• Problem to solve: Please repeat the records exactly, keeping the pictures out.

======== Records to process ========

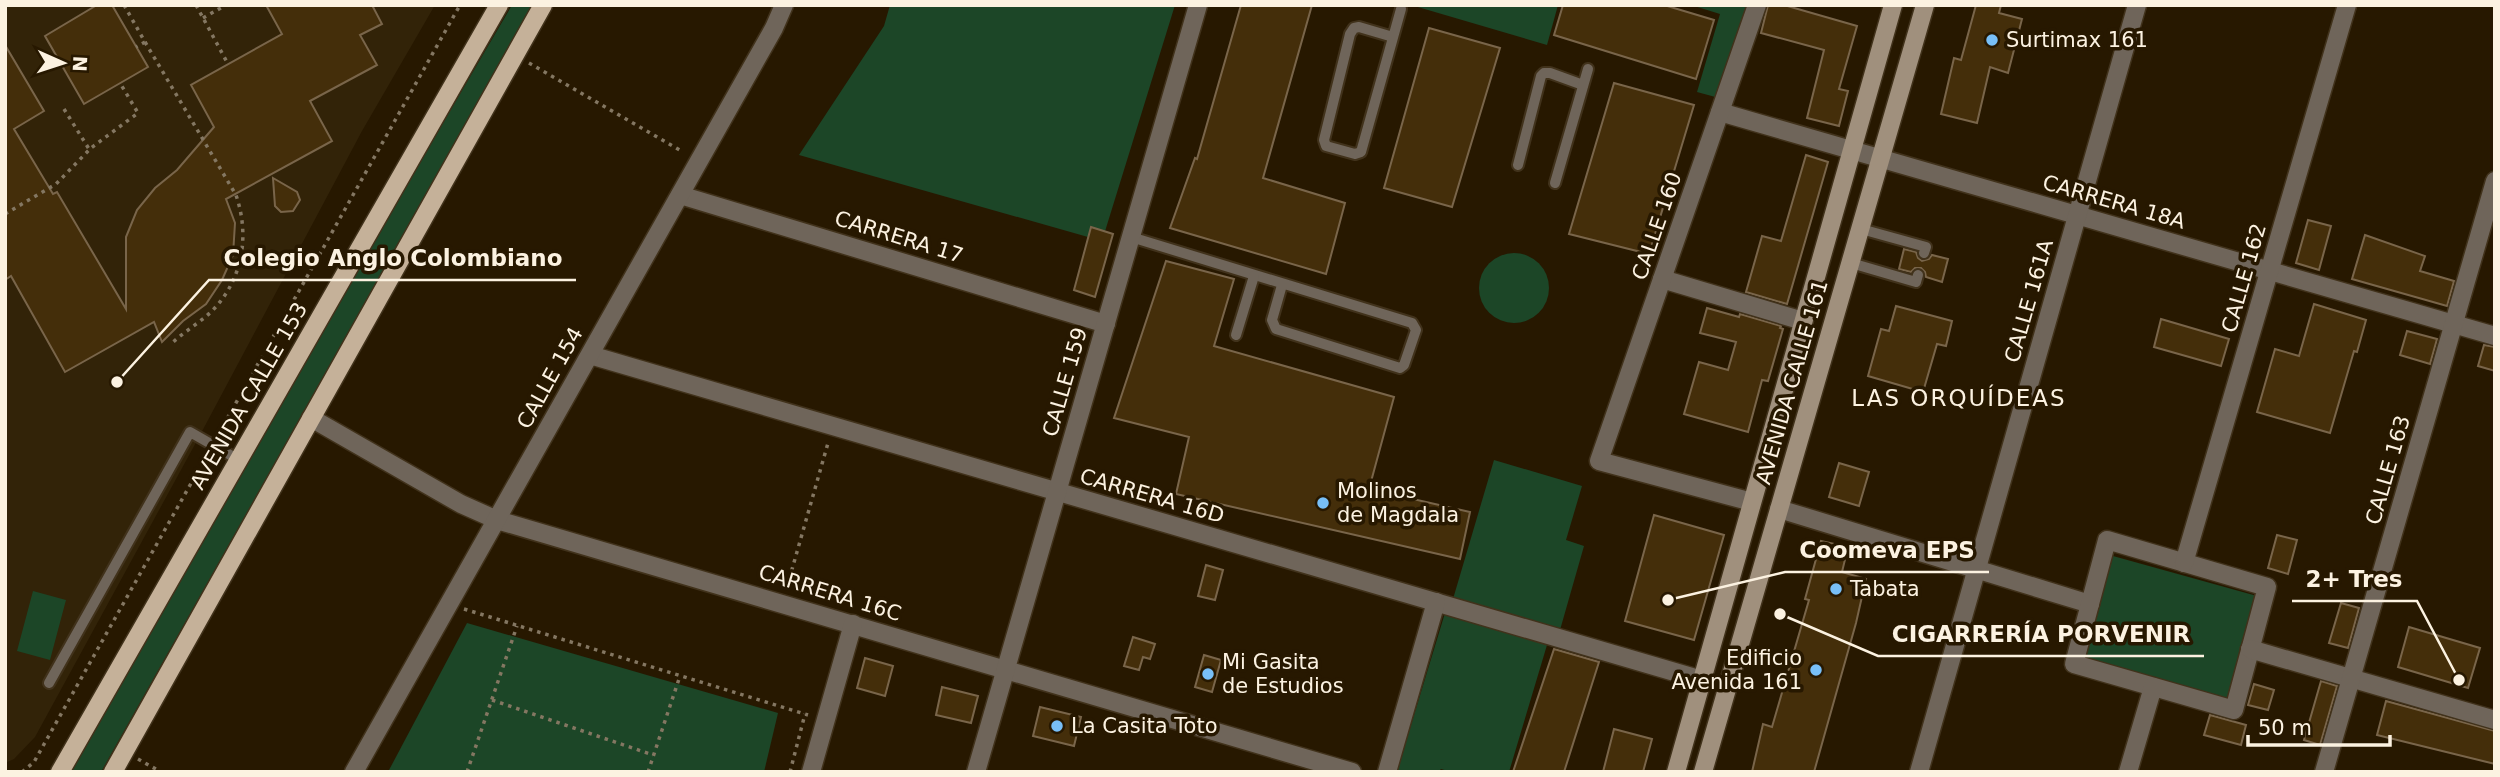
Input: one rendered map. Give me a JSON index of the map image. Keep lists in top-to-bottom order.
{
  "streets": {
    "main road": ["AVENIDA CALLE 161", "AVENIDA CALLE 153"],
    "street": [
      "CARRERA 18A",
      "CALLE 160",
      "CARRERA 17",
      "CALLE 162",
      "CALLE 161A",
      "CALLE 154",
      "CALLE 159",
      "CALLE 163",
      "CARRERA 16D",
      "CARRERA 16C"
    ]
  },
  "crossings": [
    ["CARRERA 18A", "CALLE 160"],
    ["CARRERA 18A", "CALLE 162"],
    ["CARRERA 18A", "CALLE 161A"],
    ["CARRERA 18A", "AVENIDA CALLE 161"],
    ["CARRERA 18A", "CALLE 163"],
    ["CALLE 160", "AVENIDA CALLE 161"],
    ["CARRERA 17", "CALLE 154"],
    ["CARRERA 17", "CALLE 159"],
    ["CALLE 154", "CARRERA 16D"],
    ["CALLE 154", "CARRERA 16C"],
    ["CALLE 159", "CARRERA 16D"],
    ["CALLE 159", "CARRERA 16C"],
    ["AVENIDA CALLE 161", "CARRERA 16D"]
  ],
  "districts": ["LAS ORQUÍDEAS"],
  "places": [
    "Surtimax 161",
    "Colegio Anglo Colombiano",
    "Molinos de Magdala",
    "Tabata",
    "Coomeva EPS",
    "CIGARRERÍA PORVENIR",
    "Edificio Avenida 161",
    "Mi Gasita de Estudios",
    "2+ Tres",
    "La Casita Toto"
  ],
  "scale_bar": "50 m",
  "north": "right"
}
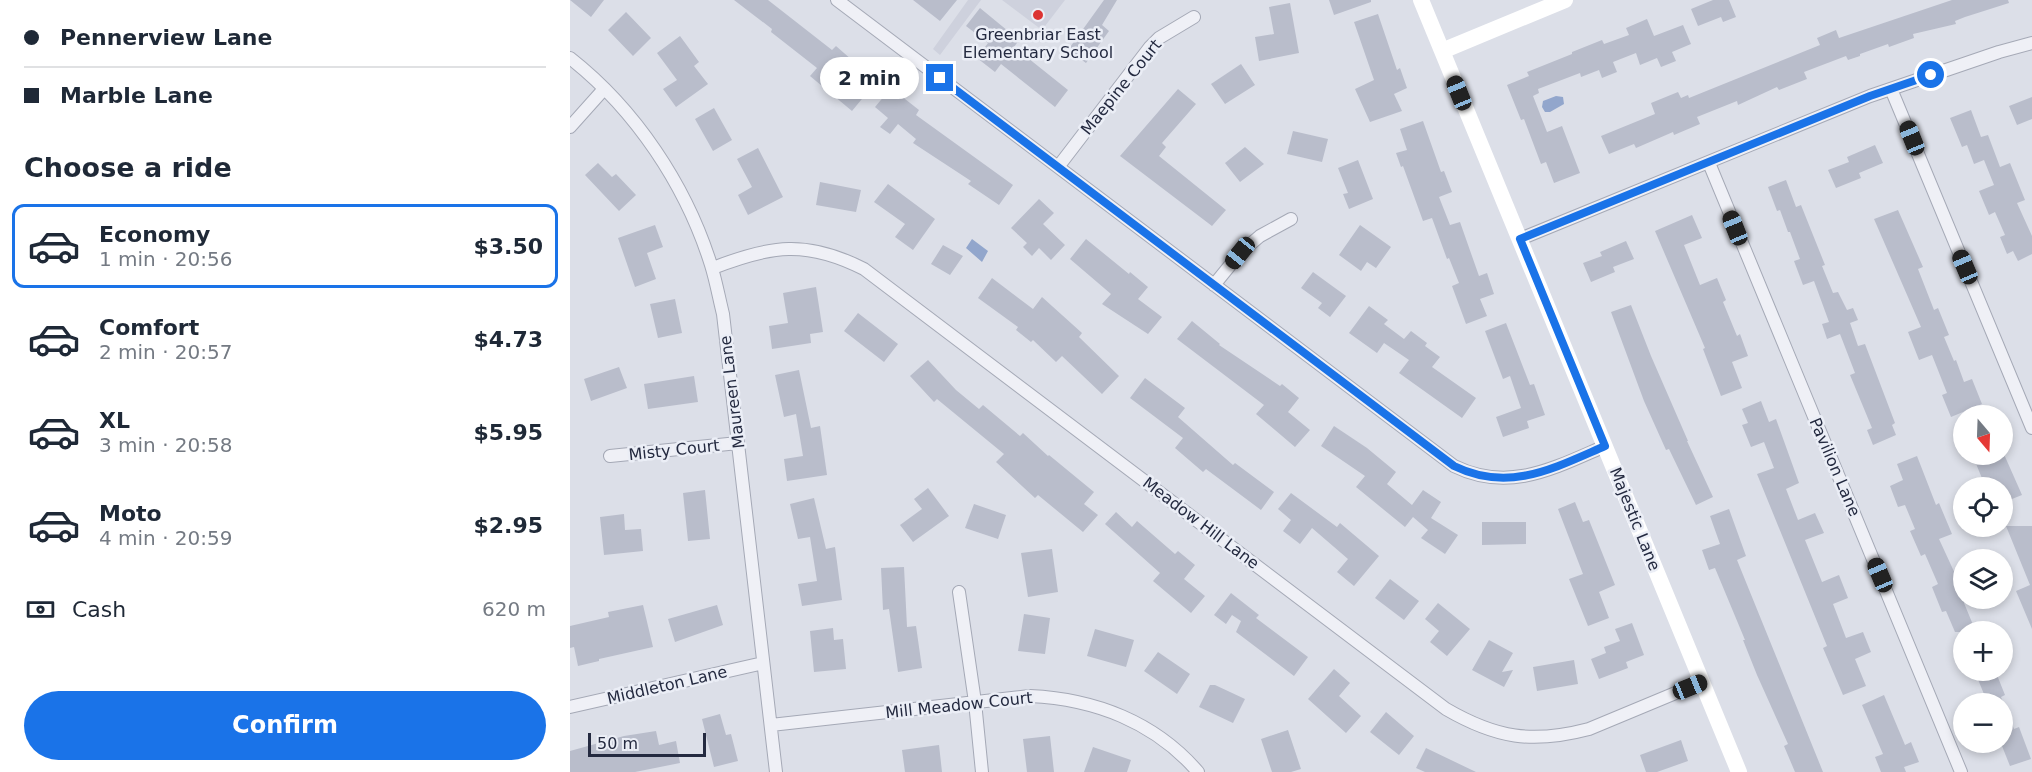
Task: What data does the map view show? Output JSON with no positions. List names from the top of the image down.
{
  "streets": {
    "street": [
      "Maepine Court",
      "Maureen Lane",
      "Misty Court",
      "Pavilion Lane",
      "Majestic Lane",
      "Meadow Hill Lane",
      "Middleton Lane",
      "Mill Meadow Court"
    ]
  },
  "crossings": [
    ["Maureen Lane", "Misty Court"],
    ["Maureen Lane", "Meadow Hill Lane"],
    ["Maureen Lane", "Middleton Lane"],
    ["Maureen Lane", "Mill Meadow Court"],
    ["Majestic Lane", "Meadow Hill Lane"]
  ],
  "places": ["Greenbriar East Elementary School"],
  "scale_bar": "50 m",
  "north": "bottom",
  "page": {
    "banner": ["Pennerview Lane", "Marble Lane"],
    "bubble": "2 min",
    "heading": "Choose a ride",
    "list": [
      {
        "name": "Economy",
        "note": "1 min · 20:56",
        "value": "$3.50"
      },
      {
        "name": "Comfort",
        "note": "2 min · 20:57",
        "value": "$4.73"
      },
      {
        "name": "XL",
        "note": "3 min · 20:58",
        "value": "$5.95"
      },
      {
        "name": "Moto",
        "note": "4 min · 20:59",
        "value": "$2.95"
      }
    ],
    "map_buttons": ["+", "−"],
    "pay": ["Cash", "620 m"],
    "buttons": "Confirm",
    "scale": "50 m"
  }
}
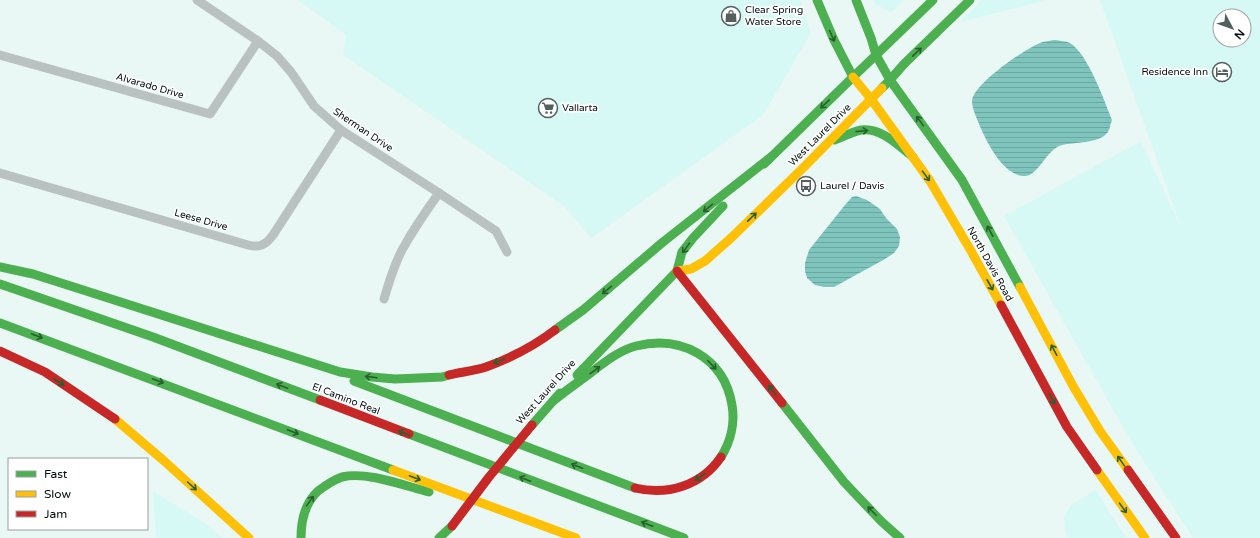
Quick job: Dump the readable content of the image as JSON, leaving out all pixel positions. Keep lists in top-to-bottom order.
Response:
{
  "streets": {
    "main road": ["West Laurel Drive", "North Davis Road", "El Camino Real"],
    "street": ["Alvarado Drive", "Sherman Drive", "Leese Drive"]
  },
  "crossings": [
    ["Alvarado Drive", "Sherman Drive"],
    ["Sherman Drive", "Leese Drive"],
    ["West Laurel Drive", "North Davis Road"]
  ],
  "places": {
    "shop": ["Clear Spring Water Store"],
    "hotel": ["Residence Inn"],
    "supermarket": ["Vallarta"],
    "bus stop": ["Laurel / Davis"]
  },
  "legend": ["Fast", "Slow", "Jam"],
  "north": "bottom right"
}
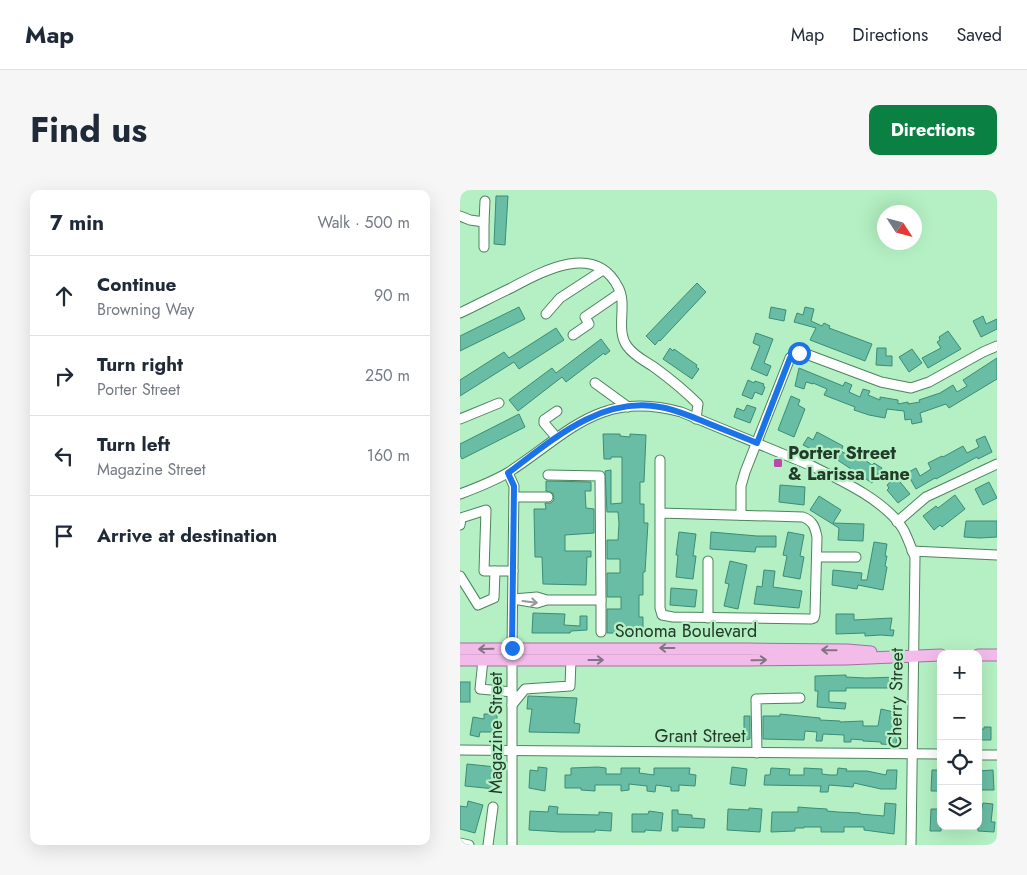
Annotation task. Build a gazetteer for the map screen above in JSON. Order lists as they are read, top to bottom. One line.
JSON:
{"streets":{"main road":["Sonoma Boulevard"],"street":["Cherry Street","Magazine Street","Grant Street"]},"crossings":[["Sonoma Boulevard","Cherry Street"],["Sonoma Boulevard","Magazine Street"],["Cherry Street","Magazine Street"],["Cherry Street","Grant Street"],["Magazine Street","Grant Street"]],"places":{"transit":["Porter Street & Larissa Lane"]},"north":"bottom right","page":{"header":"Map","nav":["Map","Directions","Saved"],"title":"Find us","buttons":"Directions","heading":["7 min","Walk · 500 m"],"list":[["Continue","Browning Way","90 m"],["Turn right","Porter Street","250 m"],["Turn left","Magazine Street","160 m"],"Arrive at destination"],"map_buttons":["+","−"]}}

========

• Solution for this exercise:
Input: one rendered map. Give me a JSON index of the map image. Keep lists in top-to-bottom order.
{
  "streets": {
    "main road": ["AVENIDA CALLE 161", "AVENIDA CALLE 153"],
    "street": [
      "CARRERA 18A",
      "CALLE 160",
      "CARRERA 17",
      "CALLE 162",
      "CALLE 161A",
      "CALLE 154",
      "CALLE 159",
      "CALLE 163",
      "CARRERA 16D",
      "CARRERA 16C"
    ]
  },
  "crossings": [
    ["CARRERA 18A", "CALLE 160"],
    ["CARRERA 18A", "CALLE 162"],
    ["CARRERA 18A", "CALLE 161A"],
    ["CARRERA 18A", "AVENIDA CALLE 161"],
    ["CARRERA 18A", "CALLE 163"],
    ["CALLE 160", "AVENIDA CALLE 161"],
    ["CARRERA 17", "CALLE 154"],
    ["CARRERA 17", "CALLE 159"],
    ["CALLE 154", "CARRERA 16D"],
    ["CALLE 154", "CARRERA 16C"],
    ["CALLE 159", "CARRERA 16D"],
    ["CALLE 159", "CARRERA 16C"],
    ["AVENIDA CALLE 161", "CARRERA 16D"]
  ],
  "districts": ["LAS ORQUÍDEAS"],
  "places": [
    "Surtimax 161",
    "Colegio Anglo Colombiano",
    "Molinos de Magdala",
    "Tabata",
    "Coomeva EPS",
    "CIGARRERÍA PORVENIR",
    "Edificio Avenida 161",
    "Mi Gasita de Estudios",
    "2+ Tres",
    "La Casita Toto"
  ],
  "scale_bar": "50 m",
  "north": "right"
}
Task: What data does the map view show? Output JSON with no positions. List names from the top of the image down.
{
  "streets": {
    "street": [
      "Maepine Court",
      "Maureen Lane",
      "Misty Court",
      "Pavilion Lane",
      "Majestic Lane",
      "Meadow Hill Lane",
      "Middleton Lane",
      "Mill Meadow Court"
    ]
  },
  "crossings": [
    ["Maureen Lane", "Misty Court"],
    ["Maureen Lane", "Meadow Hill Lane"],
    ["Maureen Lane", "Middleton Lane"],
    ["Maureen Lane", "Mill Meadow Court"],
    ["Majestic Lane", "Meadow Hill Lane"]
  ],
  "places": ["Greenbriar East Elementary School"],
  "scale_bar": "50 m",
  "north": "bottom",
  "page": {
    "banner": ["Pennerview Lane", "Marble Lane"],
    "bubble": "2 min",
    "heading": "Choose a ride",
    "list": [
      {
        "name": "Economy",
        "note": "1 min · 20:56",
        "value": "$3.50"
      },
      {
        "name": "Comfort",
        "note": "2 min · 20:57",
        "value": "$4.73"
      },
      {
        "name": "XL",
        "note": "3 min · 20:58",
        "value": "$5.95"
      },
      {
        "name": "Moto",
        "note": "4 min · 20:59",
        "value": "$2.95"
      }
    ],
    "map_buttons": ["+", "−"],
    "pay": ["Cash", "620 m"],
    "buttons": "Confirm",
    "scale": "50 m"
  }
}
Quick job: Dump the readable content of the image as JSON, leaving out all pixel positions. Keep lists in top-to-bottom order.
Response:
{
  "streets": {
    "main road": ["West Laurel Drive", "North Davis Road", "El Camino Real"],
    "street": ["Alvarado Drive", "Sherman Drive", "Leese Drive"]
  },
  "crossings": [
    ["Alvarado Drive", "Sherman Drive"],
    ["Sherman Drive", "Leese Drive"],
    ["West Laurel Drive", "North Davis Road"]
  ],
  "places": {
    "shop": ["Clear Spring Water Store"],
    "hotel": ["Residence Inn"],
    "supermarket": ["Vallarta"],
    "bus stop": ["Laurel / Davis"]
  },
  "legend": ["Fast", "Slow", "Jam"],
  "north": "bottom right"
}
Annotation task. Build a gazetteer for the map screen above in JSON. Order lists as they are read, top to bottom. One line.
JSON:
{"streets":{"main road":["Sonoma Boulevard"],"street":["Cherry Street","Magazine Street","Grant Street"]},"crossings":[["Sonoma Boulevard","Cherry Street"],["Sonoma Boulevard","Magazine Street"],["Cherry Street","Magazine Street"],["Cherry Street","Grant Street"],["Magazine Street","Grant Street"]],"places":{"transit":["Porter Street & Larissa Lane"]},"north":"bottom right","page":{"header":"Map","nav":["Map","Directions","Saved"],"title":"Find us","buttons":"Directions","heading":["7 min","Walk · 500 m"],"list":[["Continue","Browning Way","90 m"],["Turn right","Porter Street","250 m"],["Turn left","Magazine Street","160 m"],"Arrive at destination"],"map_buttons":["+","−"]}}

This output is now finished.